On 1/11/22 06:49, Thomas Lamprecht wrote:
> On 10.01.22 12:23, Dominik Csapak wrote:
>> this flag marks the file names as 'UTF-8' encoded if they are valid UTF-8.
>>
>> By default, encoding of file names in zips are defined as code page 437,
>> but we save the filenames as bytes (like in linux fs).
>>
>> For linux systems this would not be a problem since most tools
>> simply use the filenames as bytes, but for the zip utility under
>> windows it's important since NTFS uses UTF-16 for file names.
>>
>> For filenames that are valid UTF-8, they are decoded as UTF-8 everywhere
>> correctly (Linux as UTF-8 bytes, Windows as correct UTF-16 sequence) and
>> for other filenames with a high bit set, it depends on the OS/Software
>> what exactly happens.
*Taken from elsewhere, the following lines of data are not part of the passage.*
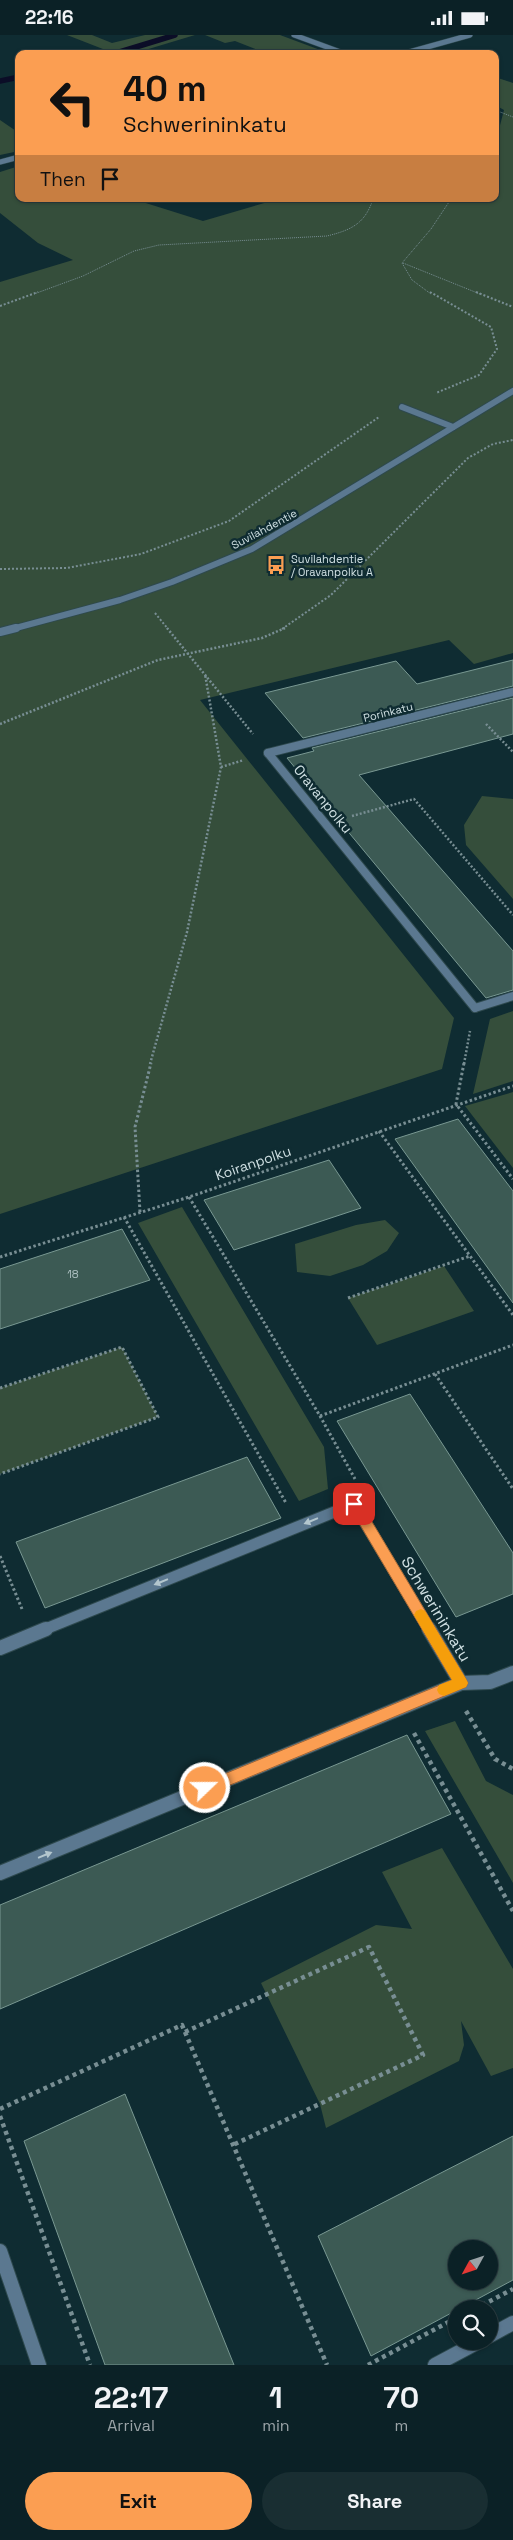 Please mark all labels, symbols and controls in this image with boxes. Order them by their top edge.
text: 22:16 [25,5,74,30]
text: 40 m [123,67,207,111]
icon: left [40,70,105,135]
text: Schwerininkatu [123,110,287,138]
icon: arrive [96,165,124,193]
text: Then [40,167,86,192]
street label: Suvilahdentie [229,506,299,552]
place label: Suvilahdentie / Oravanpolku A [291,552,373,579]
bus stop icon: Suvilahdentie / Oravanpolku A [265,554,287,576]
street label: Porinkatu [362,699,414,725]
street label: Oravanpolku [290,761,356,837]
street label: Koiranpolku [213,1142,293,1184]
house number: 18 [67,1267,79,1281]
pin [333,1483,375,1525]
icon: arrive [340,1490,368,1518]
one-way arrow [304,1518,318,1526]
street label: Schwerininkatu [396,1553,476,1665]
one-way arrow [153,1579,168,1587]
position arrow [178,1761,230,1813]
one-way arrow [38,1850,52,1858]
north arrow [448,2240,498,2290]
map controls [448,2240,498,2350]
button: search [448,2300,498,2350]
text: 22:17 [94,2378,168,2417]
text: 1 [269,2378,283,2417]
text: 70 [383,2378,419,2417]
text: Arrival [107,2415,155,2436]
text: min [262,2415,290,2436]
text: m [394,2415,408,2436]
button: Exit [25,2472,252,2530]
button: Share [262,2472,488,2530]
Some cases below:
>>
>> * Windows + Built-in/7zip: decoded as CP437
>> * Debian + zip: Bytes taken as-is
>> * Debian + 7z: interpreted as Windows1252, decoded as UTF-8
>>
>> Signed-off-by: Dominik Csapak <d.csapak@proxmox.com>
>> ---
>> changes from v1:
>> * moved to proxmox/proxmox-async from proxmox-backup/pbs-tools
>> * included bug# in the subject
>> * removed two spurious newlines
>>
>>   proxmox-async/src/zip.rs | 22 +++++++++++++++++++---
>>   1 file changed, 19 insertions(+), 3 deletions(-)
>>
>>
> 
> applied, thanks!
> 
> Out of interest, did you benchmark if this changes makes an impact in zip-streaming?
> I'd think that if, then only for the case with many small files?

no i did not benchmark it, but during zip streaming i am here almost 
always disk limited (accessing random chunks), so i don't think i would
have gotten interesting results...

ofc i can do some benchmarks with/without the patch this week




^ permalink raw reply	[flat|nested] 3+ messages in thread

end of thread, other threads:[~2022-01-11  7:40 UTC | newest]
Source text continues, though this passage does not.